### Exercise details
Exactly the lines from the first line of the records to the line holding "height:8px; margin:-4px; padding:0" should be duplicated, and nothing more; pictures stay out.

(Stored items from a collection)
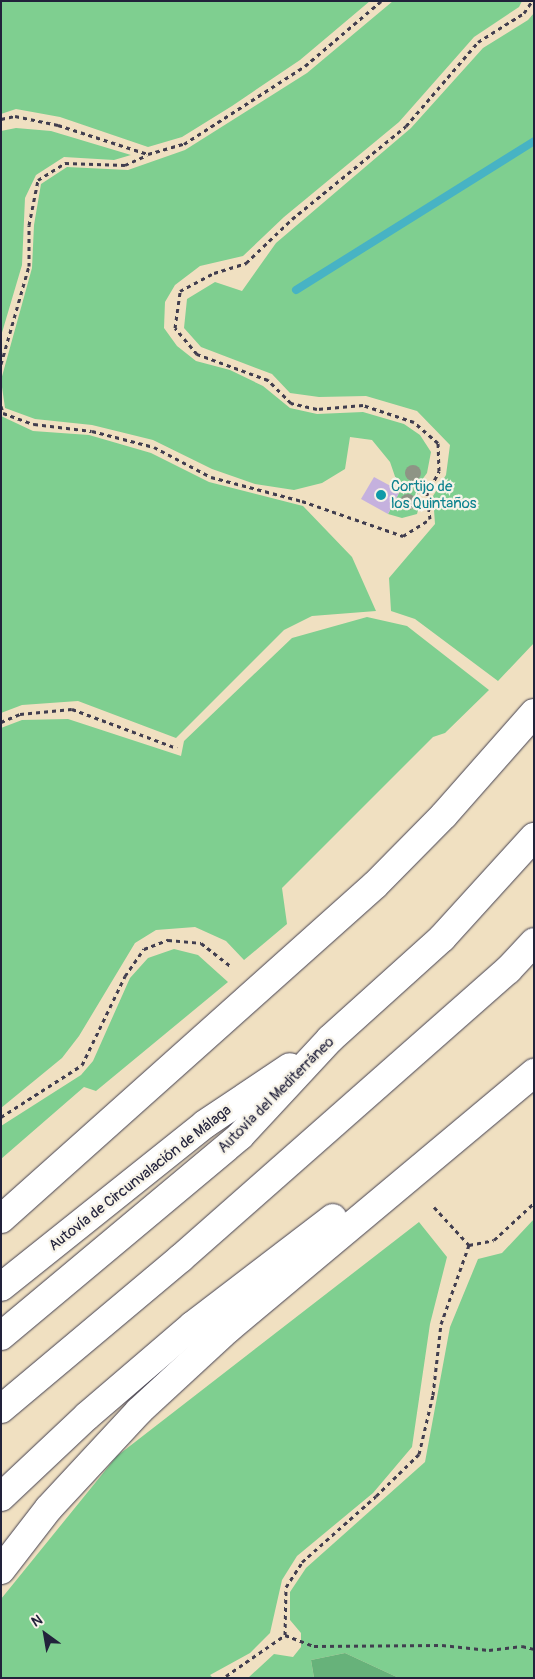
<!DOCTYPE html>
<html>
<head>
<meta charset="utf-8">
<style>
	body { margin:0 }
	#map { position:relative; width:535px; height:1679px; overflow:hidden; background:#f0e0c1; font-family:Pangolin,sans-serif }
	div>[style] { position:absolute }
	.green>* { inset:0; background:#7fcf90 }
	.forest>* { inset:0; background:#67b27a }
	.stream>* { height:8px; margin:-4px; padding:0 4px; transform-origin:4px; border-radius:4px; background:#47b3c4 }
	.building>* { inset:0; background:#c5b1de }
	.path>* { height:3px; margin-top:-1.5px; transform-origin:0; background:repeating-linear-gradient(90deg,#413e4f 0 4px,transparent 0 8px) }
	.roads { filter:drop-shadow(0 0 1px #413e4f) drop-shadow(0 0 1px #413e4f) }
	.highway>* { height:28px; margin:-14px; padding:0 14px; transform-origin:14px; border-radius:14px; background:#fff }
	.trees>* { width:16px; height:16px; margin:-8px; border-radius:50%; background:#8e9485 }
	.dots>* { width:14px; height:14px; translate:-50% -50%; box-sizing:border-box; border:2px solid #f7f3e8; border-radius:50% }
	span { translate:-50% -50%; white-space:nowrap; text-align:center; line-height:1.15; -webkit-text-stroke:4.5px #f7f3e8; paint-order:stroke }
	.culture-label { font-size:15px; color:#0d838f }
	.left { translate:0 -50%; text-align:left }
	.street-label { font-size:15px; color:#22223b }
	.frame { position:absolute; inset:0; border:2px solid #22223b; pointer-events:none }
	.north { position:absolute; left:20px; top:1609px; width:50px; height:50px; -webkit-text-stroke:4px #f7f3e8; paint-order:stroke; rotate:328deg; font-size:14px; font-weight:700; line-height:20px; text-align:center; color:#22223b }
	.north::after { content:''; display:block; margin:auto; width:18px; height:22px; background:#22223b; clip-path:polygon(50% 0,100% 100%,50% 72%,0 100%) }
</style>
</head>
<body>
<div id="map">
	<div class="green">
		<i style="clip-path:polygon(1px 1px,370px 1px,300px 60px,232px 106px,182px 137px,148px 147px,60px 117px,16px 109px,1px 114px)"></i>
		<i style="clip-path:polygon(393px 1px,522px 1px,519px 7px,474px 37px,399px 122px,284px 217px,243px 256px,200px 266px,175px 285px,165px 302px,164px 328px,177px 346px,196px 361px,230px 370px,263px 386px,290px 408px,317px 414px,363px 412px,404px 424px,420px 435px,431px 452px,427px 473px,416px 488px,420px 502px,417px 514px,402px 518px,388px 514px,400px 491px,390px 462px,372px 440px,350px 437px,345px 469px,322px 483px,294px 490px,255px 484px,212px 469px,153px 440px,92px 425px,35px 419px,5px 408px,1px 380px,32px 268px,34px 225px,41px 184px,67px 167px,128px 170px,185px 150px,307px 73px)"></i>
		<i style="clip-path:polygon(534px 13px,534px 643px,498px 681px,415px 619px,391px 611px,389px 578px,435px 524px,433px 496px,446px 475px,450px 445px,417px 411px,366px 396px,319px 397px,290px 393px,272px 374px,201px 347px,184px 328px,187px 299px,215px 282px,242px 291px,276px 243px,411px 128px,483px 48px,528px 20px)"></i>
		<i style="clip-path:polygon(16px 128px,51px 131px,131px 155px,114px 160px,64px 157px,36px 175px,25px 198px,22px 265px,1px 336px,1px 131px)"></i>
		<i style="clip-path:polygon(1px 416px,33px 431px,89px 435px,151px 453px,209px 482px,303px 506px,352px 557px,376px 611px,312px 616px,284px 630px,176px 738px,78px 701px,22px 705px,1px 713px)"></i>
		<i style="clip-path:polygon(367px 617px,407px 626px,489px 690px,445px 733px,433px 737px,282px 888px,287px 924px,244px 960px,226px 941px,195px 927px,156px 930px,135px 943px,79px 1036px,62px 1058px,1px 1108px,1px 728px,22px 720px,68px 719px,181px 756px,184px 741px,292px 638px)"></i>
		<i style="clip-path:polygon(174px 949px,198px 955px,228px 982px,96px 1091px,84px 1087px,1px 1159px,1px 1126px,81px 1075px,93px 1061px,130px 978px,148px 958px)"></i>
		<i style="clip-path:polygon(534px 1219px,534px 1678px,399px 1678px,345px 1653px,311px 1660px,314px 1678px,248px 1678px,274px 1654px,293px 1657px,301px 1647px,301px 1633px,290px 1620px,290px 1592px,306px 1568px,425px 1462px,450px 1327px,478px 1259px,502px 1253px)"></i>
		<i style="clip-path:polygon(419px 1222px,447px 1257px,430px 1324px,412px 1447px,373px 1493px,297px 1556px,282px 1580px,270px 1633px,250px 1653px,210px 1675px,213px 1678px,1px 1678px,1px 1599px,117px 1456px)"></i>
	</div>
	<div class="forest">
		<i style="clip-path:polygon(345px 1653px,399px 1678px,314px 1678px,311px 1660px)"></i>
	</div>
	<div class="stream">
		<i style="left:296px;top:290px;width:281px;rotate:-32deg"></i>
	</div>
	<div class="building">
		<i style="clip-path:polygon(374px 477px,400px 491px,388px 514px,361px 499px)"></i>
	</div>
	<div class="path">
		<i style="left:1px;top:119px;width:14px;rotate:-12deg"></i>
		<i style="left:15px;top:116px;width:44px;rotate:11.8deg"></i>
		<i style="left:58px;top:125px;width:95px;rotate:17.9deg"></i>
		<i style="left:148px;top:154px;width:37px;rotate:-16deg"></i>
		<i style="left:184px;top:144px;width:144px;rotate:-32.8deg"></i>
		<i style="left:305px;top:66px;width:100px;rotate:-40.5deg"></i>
		<i style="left:1px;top:364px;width:102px;rotate:-74.1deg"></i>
		<i style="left:29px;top:266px;width:41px;rotate:-90deg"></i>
		<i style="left:29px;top:225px;width:46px;rotate:-78.7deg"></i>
		<i style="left:38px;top:180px;width:32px;rotate:-32deg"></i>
		<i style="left:65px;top:163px;width:60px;rotate:1.9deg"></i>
		<i style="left:125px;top:165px;width:24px;rotate:-24deg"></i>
		<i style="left:1px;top:406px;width:7px;rotate:74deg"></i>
		<i style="left:3px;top:413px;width:33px;rotate:20deg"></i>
		<i style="left:34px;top:424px;width:58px;rotate:6.9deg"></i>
		<i style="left:92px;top:431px;width:64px;rotate:14.5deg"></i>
		<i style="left:154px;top:447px;width:64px;rotate:27.8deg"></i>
		<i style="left:211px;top:477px;width:94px;rotate:14.8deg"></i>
		<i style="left:302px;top:501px;width:107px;rotate:19.1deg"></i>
		<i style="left:403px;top:536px;width:32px;rotate:-32deg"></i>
		<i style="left:430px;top:519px;width:25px;rotate:-97deg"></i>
		<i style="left:427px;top:494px;width:26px;rotate:-62deg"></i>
		<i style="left:439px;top:471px;width:28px;rotate:-92deg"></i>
		<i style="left:438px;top:443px;width:32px;rotate:-139deg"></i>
		<i style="left:414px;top:422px;width:54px;rotate:-161.6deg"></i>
		<i style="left:363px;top:405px;width:46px;rotate:175deg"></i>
		<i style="left:317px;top:409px;width:27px;rotate:-167deg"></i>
		<i style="left:291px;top:403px;width:33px;rotate:-135deg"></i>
		<i style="left:268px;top:380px;width:76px;rotate:-159.9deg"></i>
		<i style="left:197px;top:354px;width:34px;rotate:-130deg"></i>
		<i style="left:175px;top:328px;width:37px;rotate:-82deg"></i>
		<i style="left:180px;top:291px;width:38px;rotate:-28deg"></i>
		<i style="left:214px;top:273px;width:34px;rotate:-17deg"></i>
		<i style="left:246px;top:263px;width:64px;rotate:-43.7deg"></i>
		<i style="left:292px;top:219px;width:147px;rotate:-39.2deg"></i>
		<i style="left:406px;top:126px;width:111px;rotate:-49.4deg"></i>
		<i style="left:478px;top:42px;width:54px;rotate:-32.2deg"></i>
		<i style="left:524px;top:13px;width:14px;rotate:-56deg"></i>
		<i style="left:1px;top:722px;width:21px;rotate:-23deg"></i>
		<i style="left:20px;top:714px;width:52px;rotate:-5.5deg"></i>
		<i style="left:72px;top:709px;width:112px;rotate:20.4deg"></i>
		<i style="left:1px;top:1117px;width:96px;rotate:-32.7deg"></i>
		<i style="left:82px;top:1065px;width:99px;rotate:-64.2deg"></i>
		<i style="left:125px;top:976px;width:33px;rotate:-55deg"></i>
		<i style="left:144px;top:949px;width:26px;rotate:-21deg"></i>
		<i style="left:168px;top:940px;width:33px;rotate:5deg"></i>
		<i style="left:201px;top:943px;width:39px;rotate:38deg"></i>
		<i style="left:434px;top:1207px;width:52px;rotate:47.4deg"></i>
		<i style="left:469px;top:1245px;width:25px;rotate:-11deg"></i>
		<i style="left:494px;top:1240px;width:54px;rotate:-42.8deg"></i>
		<i style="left:285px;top:1635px;width:31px;rotate:21deg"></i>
		<i style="left:314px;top:1646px;width:128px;rotate:-0.4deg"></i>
		<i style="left:442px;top:1645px;width:47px;rotate:6.1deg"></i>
		<i style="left:489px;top:1650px;width:33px;rotate:-7deg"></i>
		<i style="left:522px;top:1646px;width:12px;rotate:14deg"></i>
		<i style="left:226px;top:1676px;width:72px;rotate:-34.8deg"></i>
		<i style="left:285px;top:1635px;width:48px;rotate:-88.8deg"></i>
		<i style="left:286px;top:1587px;width:30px;rotate:-57deg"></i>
		<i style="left:302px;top:1562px;width:99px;rotate:-41.7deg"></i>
		<i style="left:376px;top:1496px;width:60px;rotate:-44.3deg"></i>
		<i style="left:419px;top:1454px;width:61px;rotate:-76.7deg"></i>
		<i style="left:433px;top:1395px;width:71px;rotate:-83.6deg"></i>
		<i style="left:441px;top:1324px;width:84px;rotate:-70.5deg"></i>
	</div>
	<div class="roads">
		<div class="highway">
			<i style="left:1px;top:1219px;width:501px;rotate:-41.77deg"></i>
			<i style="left:375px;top:885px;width:98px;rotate:-45.4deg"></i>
			<i style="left:444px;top:815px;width:136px;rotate:-48.6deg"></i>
			<i style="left:1px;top:1287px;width:261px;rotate:-38.6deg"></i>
			<i style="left:205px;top:1124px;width:102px;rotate:-33.8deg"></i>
			<i style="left:1px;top:1336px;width:312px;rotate:-39.9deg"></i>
			<i style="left:240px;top:1136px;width:132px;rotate:-47.1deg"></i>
			<i style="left:330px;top:1039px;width:151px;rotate:-42deg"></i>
			<i style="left:442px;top:938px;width:137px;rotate:-47.7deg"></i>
			<i style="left:1px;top:1409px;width:235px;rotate:-40deg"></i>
			<i style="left:181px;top:1258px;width:436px;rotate:-41.4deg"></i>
			<i style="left:508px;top:970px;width:38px;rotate:-47deg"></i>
			<i style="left:1px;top:1497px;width:118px;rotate:-43.3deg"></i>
			<i style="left:87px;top:1416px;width:140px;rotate:-40.6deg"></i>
			<i style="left:193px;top:1325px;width:176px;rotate:-37.4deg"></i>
			<i style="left:1px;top:1570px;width:78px;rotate:-52.3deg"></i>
			<i style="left:49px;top:1508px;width:132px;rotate:-47.1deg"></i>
			<i style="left:139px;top:1411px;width:122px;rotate:-42.7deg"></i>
			<i style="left:229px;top:1328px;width:398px;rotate:-39.9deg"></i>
		</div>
	</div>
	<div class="trees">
		<i style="left:413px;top:473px"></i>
		<i style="left:408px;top:502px"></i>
	</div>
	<div class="dots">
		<i style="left:381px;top:495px;background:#0f9aa8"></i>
	</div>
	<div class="culture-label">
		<span class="left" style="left:391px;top:495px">Cortijo de<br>los Quintaños</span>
	</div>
	<div class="street-label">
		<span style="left:276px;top:1095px;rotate:-45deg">Autovía del Mediterráneo</span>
		<span style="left:140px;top:1178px;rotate:-38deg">Autovía de Circunvalación de Málaga</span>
	</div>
	<div class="frame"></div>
	<div class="north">N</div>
</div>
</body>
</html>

### Answer space
<!DOCTYPE html>
<html>
<head>
<meta charset="utf-8">
<style>
	body { margin:0 }
	#map { position:relative; width:535px; height:1679px; overflow:hidden; background:#f0e0c1; font-family:Pangolin,sans-serif }
	div>[style] { position:absolute }
	.green>* { inset:0; background:#7fcf90 }
	.forest>* { inset:0; background:#67b27a }
	.stream>* { height:8px; margin:-4px; padding:0 4px; transform-origin:4px; border-radius:4px; background:#47b3c4 }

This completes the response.